Firefox 39 crashes on startup or within a few seconds on Precise/x86

Bug #1471949 reported by Chris Coulson on 2015-07-06
24
This bug affects 3 people
Affects Status Importance Assigned to Milestone
firefox (Ubuntu)
Undecided
Unassigned
Precise
Critical
Chris Coulson
Trusty
Undecided
Unassigned
gcc-4.8 (Ubuntu)
Undecided
Unassigned
Trusty
Undecided
Unassigned
gcc-mozilla (Ubuntu)
Undecided
Unassigned
Precise
Critical
Chris Coulson

Bug Description

This is blocking publication of Firefox 39.

The build for x86 on 12.04 currently crashes on startup, or within a few seconds of startup. It's basically unusable. An example crash report is: https://crash-stats.mozilla.com/report/index/d0d97dbb-f6bc-4e4d-88ff-e5fff2150702.

Unfortunately, despite the warning in the PPA description for https://launchpad.net/~ubuntu-mozilla-security/+archive/ubuntu/ppa, ordinary users are still installing pre-release packages from it.

It works on all other releases and on Precise/x86-64. I did test Firefox 39 with this toolchain when it was still the nightly version whilst preparing the switch to GCC 4.8, and it worked fine.

Changed in firefox (Ubuntu Precise):
importance: Undecided → Critical
status: New → Triaged
Changed in firefox (Ubuntu):
status: New → Invalid
Chris Coulson (chrisccoulson) wrote :

I've tried this now with binutils 2.24 from Trusty (which produced a good build), and also the gold linker in Precise and I get the same issue.
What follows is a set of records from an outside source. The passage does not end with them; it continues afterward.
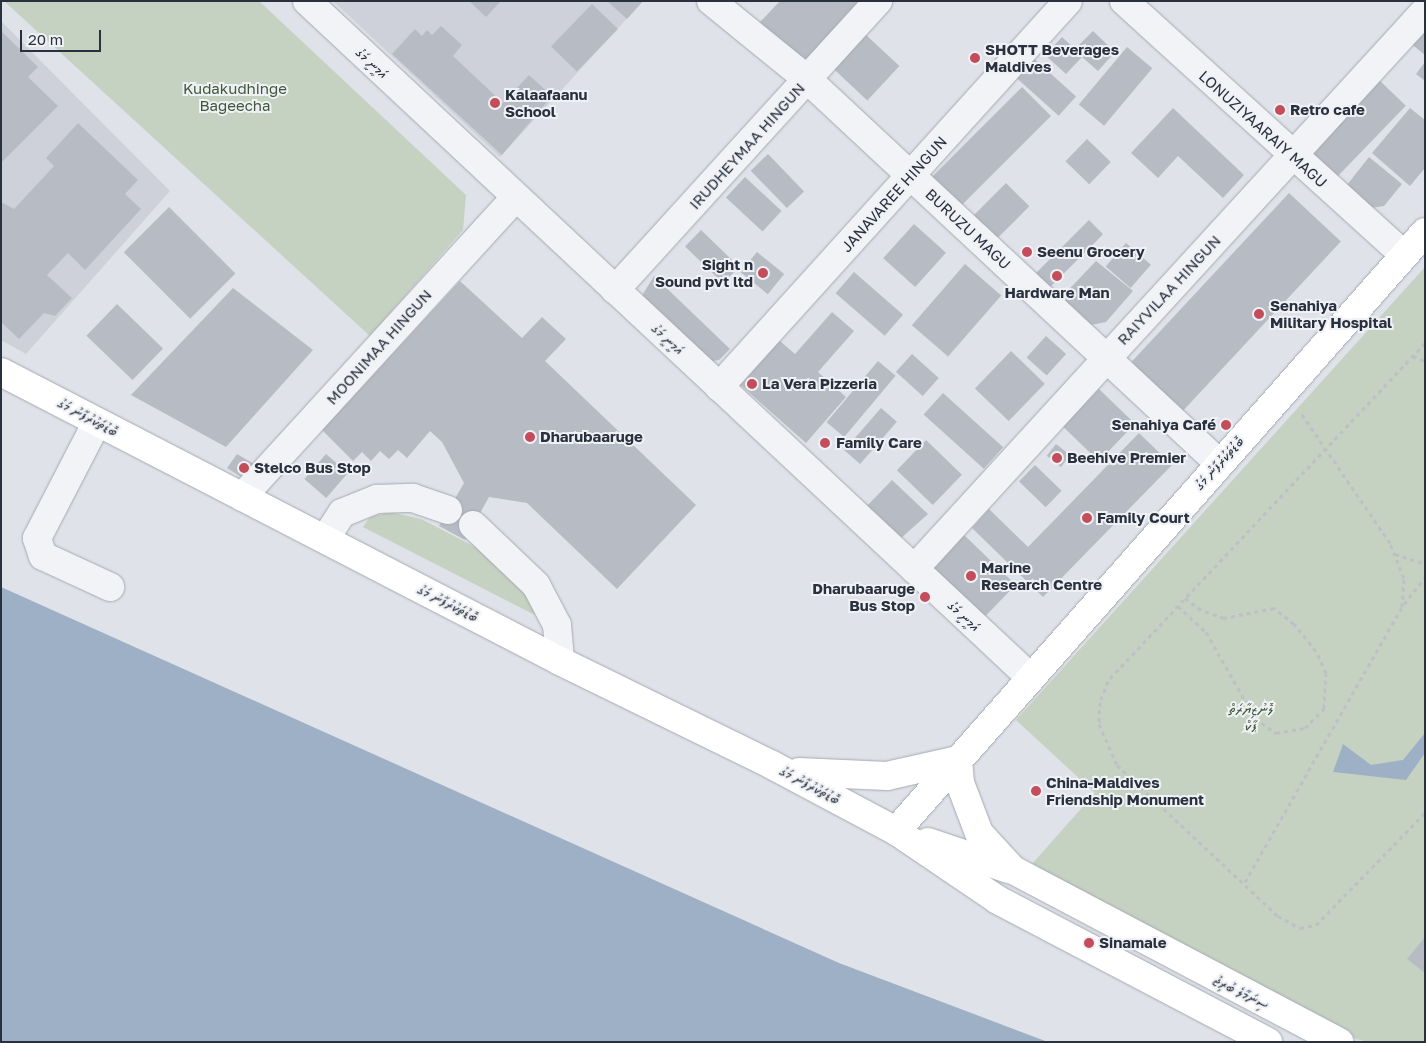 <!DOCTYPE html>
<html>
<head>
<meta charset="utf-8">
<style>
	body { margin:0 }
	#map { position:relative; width:1426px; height:1043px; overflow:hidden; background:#dfe2e8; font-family:"Golos Text","Noto Sans Thaana",sans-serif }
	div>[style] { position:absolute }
	.built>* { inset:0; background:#ced1d9 }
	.green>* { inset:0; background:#c5d1c1 }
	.water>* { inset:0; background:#9db0c5 }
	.building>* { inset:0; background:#b7bcc4; transform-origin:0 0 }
	.path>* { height:3px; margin-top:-1.5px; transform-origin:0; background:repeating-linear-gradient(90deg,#bec0c6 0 4px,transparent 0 8px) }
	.roads { filter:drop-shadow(0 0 1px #a5a9b2) drop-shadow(0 0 1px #a5a9b2) }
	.minor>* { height:28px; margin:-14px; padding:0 14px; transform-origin:14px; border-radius:14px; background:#f2f3f6 }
	.major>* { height:28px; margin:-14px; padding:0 14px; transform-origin:14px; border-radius:14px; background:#fff }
	.dots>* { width:14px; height:14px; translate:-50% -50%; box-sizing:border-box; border:2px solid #eff1f5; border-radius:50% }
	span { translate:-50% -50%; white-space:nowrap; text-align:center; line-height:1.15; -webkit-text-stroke:4px #eff1f5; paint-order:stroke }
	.poi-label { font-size:15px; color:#29303e; font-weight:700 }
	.left { translate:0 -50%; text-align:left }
	.right { translate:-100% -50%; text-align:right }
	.street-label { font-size:15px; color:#29303e }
	.park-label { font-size:15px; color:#3d5838 }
	.frame { position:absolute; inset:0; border:2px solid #29303e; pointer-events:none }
	.scale { position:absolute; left:20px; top:30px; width:81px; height:22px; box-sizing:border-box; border:2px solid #29303e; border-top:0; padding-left:6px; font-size:15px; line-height:18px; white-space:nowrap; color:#29303e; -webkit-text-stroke:4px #eff1f5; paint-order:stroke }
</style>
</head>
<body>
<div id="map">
	<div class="built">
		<i style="clip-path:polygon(333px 1px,643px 1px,500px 157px)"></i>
		<i style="clip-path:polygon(1px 21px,170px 191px,26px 354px,1px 340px)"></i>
	</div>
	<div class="green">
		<i style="clip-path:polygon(4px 1px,259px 1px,466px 195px,463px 230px,370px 336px)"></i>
		<i style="clip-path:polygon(1425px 267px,1425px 1042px,1367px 1042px,1301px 1022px,1276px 999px,1032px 864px,1095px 793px,1016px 720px)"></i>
		<i style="clip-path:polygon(390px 512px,421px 519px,481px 550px,532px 598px,535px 615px,363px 527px,370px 517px)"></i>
	</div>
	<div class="water">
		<i style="clip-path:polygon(1px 587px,839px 963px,1048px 1042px,1px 1042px)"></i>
		<i style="clip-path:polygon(1425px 733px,1425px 753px,1406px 780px,1333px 772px,1343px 744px,1371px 765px,1403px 760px)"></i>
	</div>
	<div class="building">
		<i style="clip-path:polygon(469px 1px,501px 1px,486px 17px)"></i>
		<i style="clip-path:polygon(607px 1px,643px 1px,627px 19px)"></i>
		<i style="clip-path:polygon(780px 1px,865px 1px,805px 65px,760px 22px)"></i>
		<i style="left:592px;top:4px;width:36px;height:59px;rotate:44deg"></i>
		<i style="clip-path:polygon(441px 26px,462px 45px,453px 56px,503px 103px,529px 75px,552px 96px,502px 155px,392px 54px,415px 29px,422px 36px,427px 30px,432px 35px)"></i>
		<i style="clip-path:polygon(1425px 30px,1425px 55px,1410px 43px)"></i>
		<i style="clip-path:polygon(1px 31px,38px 67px,28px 77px,58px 106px,1px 163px)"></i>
		<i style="clip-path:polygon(1093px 31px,1115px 52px,1098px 71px,1082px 57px,1066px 74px,1045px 55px,1062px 37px,1075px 49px)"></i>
		<i style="left:865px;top:34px;width:47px;height:47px;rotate:43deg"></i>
		<i style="left:1127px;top:47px;width:33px;height:75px;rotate:40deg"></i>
		<i style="left:1030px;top:55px;width:62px;height:26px;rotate:42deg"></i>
		<i style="clip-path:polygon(1425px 62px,1425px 81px,1416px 74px)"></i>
		<i style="left:1377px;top:78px;width:40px;height:99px;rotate:44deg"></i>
		<i style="left:1022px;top:87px;width:41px;height:132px;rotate:45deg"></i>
		<i style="clip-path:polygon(1173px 108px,1244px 175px,1223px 198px,1178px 156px,1158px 178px,1131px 153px)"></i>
		<i style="clip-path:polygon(1410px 108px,1425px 120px,1425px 168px,1410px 186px,1372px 153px)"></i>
		<i style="clip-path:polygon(78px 123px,138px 180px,125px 194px,141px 209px,85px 270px,68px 253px,47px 275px,72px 298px,55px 316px,44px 313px,19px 339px,1px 322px,1px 202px,14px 209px,54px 166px,46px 158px)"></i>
		<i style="left:1087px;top:139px;width:33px;height:31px;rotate:44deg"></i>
		<i style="left:768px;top:154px;width:52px;height:24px;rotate:46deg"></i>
		<i style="clip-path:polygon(1369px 157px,1402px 184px,1384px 206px,1364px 209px,1343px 190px)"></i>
		<i style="left:745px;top:177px;width:50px;height:28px;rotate:43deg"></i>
		<i style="left:1006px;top:183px;width:33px;height:52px;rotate:45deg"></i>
		<i style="left:1289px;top:193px;width:71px;height:240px;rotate:43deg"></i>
		<i style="left:169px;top:207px;width:94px;height:64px;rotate:45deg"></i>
		<i style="left:1089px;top:220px;width:20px;height:81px;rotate:45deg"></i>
		<i style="left:914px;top:224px;width:43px;height:46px;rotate:42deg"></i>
		<i style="left:701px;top:230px;width:53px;height:23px;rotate:44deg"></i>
		<i style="left:1126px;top:243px;width:33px;height:31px;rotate:41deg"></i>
		<i style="left:757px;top:252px;width:35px;height:26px;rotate:39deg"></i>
		<i style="clip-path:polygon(1096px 261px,1133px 291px,1106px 322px,1086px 326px,1056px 303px)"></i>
		<i style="left:965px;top:264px;width:48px;height:81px;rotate:41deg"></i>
		<i style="left:854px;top:272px;width:65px;height:28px;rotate:41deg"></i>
		<i style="clip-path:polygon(654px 276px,730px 349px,719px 360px,707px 362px,642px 313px,643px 294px)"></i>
		<i style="clip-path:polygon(460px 281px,522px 338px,542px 317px,566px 339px,545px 361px,696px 505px,617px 589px,527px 503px,489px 497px,465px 540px,439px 526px,464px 483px,442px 442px,430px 431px,407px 458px,398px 450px,389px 459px,380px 451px,371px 461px,362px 452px,353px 461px,322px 430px)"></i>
		<i style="clip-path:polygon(233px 288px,313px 350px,226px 447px,131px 395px)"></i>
		<i style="left:117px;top:304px;width:64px;height:44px;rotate:44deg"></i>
		<i style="clip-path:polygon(832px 312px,854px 331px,818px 372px,846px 397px,806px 443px,734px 379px,773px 335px,795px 354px)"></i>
		<i style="left:1046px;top:336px;width:27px;height:29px;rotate:42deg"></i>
		<i style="left:1011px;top:351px;width:47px;height:52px;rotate:44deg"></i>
		<i style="left:912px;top:354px;width:36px;height:24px;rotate:42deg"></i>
		<i style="left:878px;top:361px;width:23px;height:80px;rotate:40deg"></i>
		<i style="left:1099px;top:389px;width:50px;height:52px;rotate:44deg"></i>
		<i style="left:943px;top:393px;width:81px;height:29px;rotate:42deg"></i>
		<i style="left:881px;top:408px;width:21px;height:56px;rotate:41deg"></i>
		<i style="clip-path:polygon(1139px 433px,1172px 465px,1043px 597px,972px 528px,989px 509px,1028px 547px)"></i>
		<i style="left:926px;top:440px;width:50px;height:42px;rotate:44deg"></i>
		<i style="left:1056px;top:444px;width:18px;height:15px;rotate:38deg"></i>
		<i style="clip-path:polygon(237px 454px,261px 468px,249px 482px,227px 468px)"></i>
		<i style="left:326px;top:454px;width:29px;height:33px;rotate:41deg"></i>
		<i style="left:1035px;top:465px;width:37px;height:23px;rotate:44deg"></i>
		<i style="clip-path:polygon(892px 480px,928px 514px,900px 539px,862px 511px)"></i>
		<i style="left:961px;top:532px;width:76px;height:50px;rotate:44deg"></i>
		<i style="clip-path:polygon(1425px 937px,1425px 973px,1407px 959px)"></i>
	</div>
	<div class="path">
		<i style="left:1425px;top:343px;width:463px;rotate:133.2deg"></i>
		<i style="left:1108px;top:681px;width:22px;rotate:111deg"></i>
		<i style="left:1100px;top:702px;width:22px;rotate:93deg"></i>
		<i style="left:1099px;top:724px;width:45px;rotate:66.3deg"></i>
		<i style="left:1117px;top:765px;width:221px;rotate:43.2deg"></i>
		<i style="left:1278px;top:916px;width:25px;rotate:29deg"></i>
		<i style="left:1300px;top:928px;width:16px;rotate:-11deg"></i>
		<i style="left:1316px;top:925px;width:156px;rotate:-45.8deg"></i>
		<i style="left:1413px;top:356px;width:13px;rotate:23deg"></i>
		<i style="left:1395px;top:554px;width:32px;rotate:18deg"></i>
		<i style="left:1404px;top:604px;width:34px;rotate:-52deg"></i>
		<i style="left:1178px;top:606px;width:38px;rotate:43deg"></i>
		<i style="left:1206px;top:632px;width:99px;rotate:60.3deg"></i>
		<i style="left:1255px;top:718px;width:26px;rotate:36deg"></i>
		<i style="left:1276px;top:733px;width:29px;rotate:-10deg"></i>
		<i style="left:1305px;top:728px;width:28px;rotate:-46deg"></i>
		<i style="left:1324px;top:708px;width:35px;rotate:-87deg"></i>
		<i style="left:1326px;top:673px;width:24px;rotate:-114deg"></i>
		<i style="left:1316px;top:651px;width:35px;rotate:-129deg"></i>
		<i style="left:1294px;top:624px;width:26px;rotate:-141deg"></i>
		<i style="left:1274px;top:608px;width:51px;rotate:168.7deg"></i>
		<i style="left:1224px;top:618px;width:24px;rotate:-161deg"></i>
		<i style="left:1201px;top:610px;width:20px;rotate:-143deg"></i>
		<i style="left:1245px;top:882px;width:317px;rotate:-60.3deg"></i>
		<i style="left:1402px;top:607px;width:29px;rotate:-86deg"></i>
		<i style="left:1404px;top:578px;width:38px;rotate:-112deg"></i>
		<i style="left:1390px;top:543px;width:158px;rotate:-124.4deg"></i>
	</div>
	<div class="roads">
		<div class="minor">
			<i style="left:307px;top:1px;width:990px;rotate:43.08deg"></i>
			<i style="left:711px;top:1px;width:124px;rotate:39.1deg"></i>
			<i style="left:807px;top:79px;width:563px;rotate:42.99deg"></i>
			<i style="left:1124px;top:1px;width:378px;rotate:42.2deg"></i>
			<i style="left:615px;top:290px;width:391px;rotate:-47.7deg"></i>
			<i style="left:719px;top:387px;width:520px;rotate:-47.88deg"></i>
			<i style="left:97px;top:422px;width:131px;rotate:117.3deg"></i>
			<i style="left:37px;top:538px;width:19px;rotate:72deg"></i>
			<i style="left:43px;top:556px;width:74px;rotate:24.8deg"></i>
			<i style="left:242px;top:497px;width:406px;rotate:-47.6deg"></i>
			<i style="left:473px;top:525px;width:87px;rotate:43.6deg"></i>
			<i style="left:536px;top:585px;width:45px;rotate:62.3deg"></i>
			<i style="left:557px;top:625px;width:36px;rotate:85deg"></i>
			<i style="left:325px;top:539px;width:31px;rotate:-57deg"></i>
			<i style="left:342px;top:513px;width:38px;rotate:-22deg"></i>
			<i style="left:377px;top:499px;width:36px;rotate:-2deg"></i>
			<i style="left:413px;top:498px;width:37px;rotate:19deg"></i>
			<i style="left:914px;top:569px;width:757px;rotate:-47.52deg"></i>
		</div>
		<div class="major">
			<i style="left:1px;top:372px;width:629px;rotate:27.34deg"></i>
			<i style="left:560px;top:661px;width:236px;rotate:26.1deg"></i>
			<i style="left:772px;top:765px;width:140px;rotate:28deg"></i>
			<i style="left:896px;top:831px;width:123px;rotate:34.1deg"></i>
			<i style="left:998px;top:900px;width:305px;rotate:27.7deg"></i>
			<i style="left:958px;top:760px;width:23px;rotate:85deg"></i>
			<i style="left:960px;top:783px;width:53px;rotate:69.2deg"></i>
			<i style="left:979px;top:833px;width:50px;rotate:47.4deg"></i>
			<i style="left:1013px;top:870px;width:369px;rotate:27.8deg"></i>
			<i style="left:799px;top:772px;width:88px;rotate:2.6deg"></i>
			<i style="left:887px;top:776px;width:73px;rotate:-12.7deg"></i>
			<i style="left:896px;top:831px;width:799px;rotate:-48.55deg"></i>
			<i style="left:928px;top:842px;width:84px;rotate:18.6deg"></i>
		</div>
	</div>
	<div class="dots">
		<i style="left:975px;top:58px;background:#c44d5c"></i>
		<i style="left:495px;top:103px;background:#c44d5c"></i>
		<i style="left:1280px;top:110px;background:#c44d5c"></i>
		<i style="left:1027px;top:252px;background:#c44d5c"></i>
		<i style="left:763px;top:273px;background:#c44d5c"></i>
		<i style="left:1057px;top:276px;background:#c44d5c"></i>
		<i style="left:1259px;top:314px;background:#c44d5c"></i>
		<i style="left:752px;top:384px;background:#c44d5c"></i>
		<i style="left:1226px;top:425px;background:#c44d5c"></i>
		<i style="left:530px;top:437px;background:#c44d5c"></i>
		<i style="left:825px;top:443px;background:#c44d5c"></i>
		<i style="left:1057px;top:458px;background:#c44d5c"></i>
		<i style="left:244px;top:468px;background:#c44d5c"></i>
		<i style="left:1087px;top:518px;background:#c44d5c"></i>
		<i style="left:971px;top:576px;background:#c44d5c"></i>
		<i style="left:925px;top:597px;background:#c44d5c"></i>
		<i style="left:1036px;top:791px;background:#c44d5c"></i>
		<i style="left:1089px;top:943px;background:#c44d5c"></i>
	</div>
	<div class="poi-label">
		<span class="left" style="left:985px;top:58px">SHOTT Beverages<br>Maldives</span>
		<span class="left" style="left:505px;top:103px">Kalaafaanu<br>School</span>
		<span class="left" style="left:1290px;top:110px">Retro cafe</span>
		<span class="left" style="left:1037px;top:252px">Seenu Grocery</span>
		<span class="right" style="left:753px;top:273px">Sight n<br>Sound pvt ltd</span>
		<span style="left:1057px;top:293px">Hardware Man</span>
		<span class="left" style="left:1270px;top:314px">Senahiya<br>Military Hospital</span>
		<span class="left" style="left:762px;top:384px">La Vera Pizzeria</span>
		<span class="right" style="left:1216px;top:425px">Senahiya Café</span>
		<span class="left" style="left:540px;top:437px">Dharubaaruge</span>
		<span class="left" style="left:836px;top:443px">Family Care</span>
		<span class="left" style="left:1067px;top:458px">Beehive Premier</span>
		<span class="left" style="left:254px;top:468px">Stelco Bus Stop</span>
		<span class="left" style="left:1097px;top:518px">Family Court</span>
		<span class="left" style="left:981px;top:576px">Marine<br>Research Centre</span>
		<span class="right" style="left:915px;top:597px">Dharubaaruge<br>Bus Stop</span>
		<span class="left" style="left:1046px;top:791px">China-Maldives<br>Friendship Monument</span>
		<span class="left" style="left:1099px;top:943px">Sinamale</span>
	</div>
	<div class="street-label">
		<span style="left:372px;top:63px;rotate:43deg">އަމީނީ މަގު</span>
		<span style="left:1263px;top:129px;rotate:42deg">LONUZIYAARAIY MAGU</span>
		<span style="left:747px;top:146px;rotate:-48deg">IRUDHEYMAA HINGUN</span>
		<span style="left:894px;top:194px;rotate:-48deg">JANAVAREE HINGUN</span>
		<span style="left:968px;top:229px;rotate:43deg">BURUZU MAGU</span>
		<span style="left:1169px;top:290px;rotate:-47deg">RAIYVILAA HINGUN</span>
		<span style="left:668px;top:339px;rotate:43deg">އަމީނީ މަގު</span>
		<span style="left:379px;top:347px;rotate:-48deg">MOONIMAA HINGUN</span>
		<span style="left:88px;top:417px;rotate:28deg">ބޮޑުތަކުރުފާނު މަގު</span>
		<span style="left:1219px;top:463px;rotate:-48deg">ބޮޑުތަކުރުފާނު މަގު</span>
		<span style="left:448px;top:603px;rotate:27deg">ބޮޑުތަކުރުފާނު މަގު</span>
		<span style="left:964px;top:616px;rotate:43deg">އަމީނީ މަގު</span>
		<span style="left:810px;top:785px;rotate:28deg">ބޮޑުތަކުރުފާނު މަގު</span>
		<span style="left:1241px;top:992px;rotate:27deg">ސިނަމާލެ ބުރިޖު</span>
	</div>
	<div class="park-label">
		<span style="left:235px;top:97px">Kudakudhinge<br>Bageecha</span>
		<span style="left:1251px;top:717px">ލޮނުޒިޔާރަތް<br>ޕާކް</span>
	</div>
	<div class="frame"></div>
	<div class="scale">20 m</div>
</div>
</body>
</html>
So it looks like this is specific to the compiler.

Chris Coulson (chrisccoulson) wrote :

This broken build is also responsible for https://bugzilla.mozilla.org/show_bug.cgi?id=1172059

Chris Coulson (chrisccoulson) wrote :
Download full text (7.2 KiB)

The crash occurs because js::ScopeCoordinateName returns nullptr. The only way it can do that is if |id| is zero at http://hg.mozilla.org/releases/mozilla-release/file/7665b8d4d51f/js/src/vm/ScopeObject.cpp#l96.

Unfortunately, it works fine in a debug build.

I added a "MOZ_RELEASE_ASSERT(!JSID_IS_ZERO(id))" after http://hg.mozilla.org/releases/mozilla-release/file/7665b8d4d51f/js/src/vm/ScopeObject.cpp#l89 so I could crash Firefox when this happens and catch it in gdb.

At the point we hit this assert in gdb, |sc| has already been optimised out. However, by examining the incoming bytecode:

(gdb) p *pc
$2 = 136 '\210'
(gdb) x pc+1
0xb68b2e2: 0x00000000

... we see that this is a JSOP_GETALIASEDVAR instruction and the |slot| argument is 0x000000. After adding some printf's to http://hg.mozilla.org/releases/mozilla-release/file/7665b8d4d51f/js/src/vm/ScopeObject.cpp#l72, I verified that no properties with slot=0 ever exist.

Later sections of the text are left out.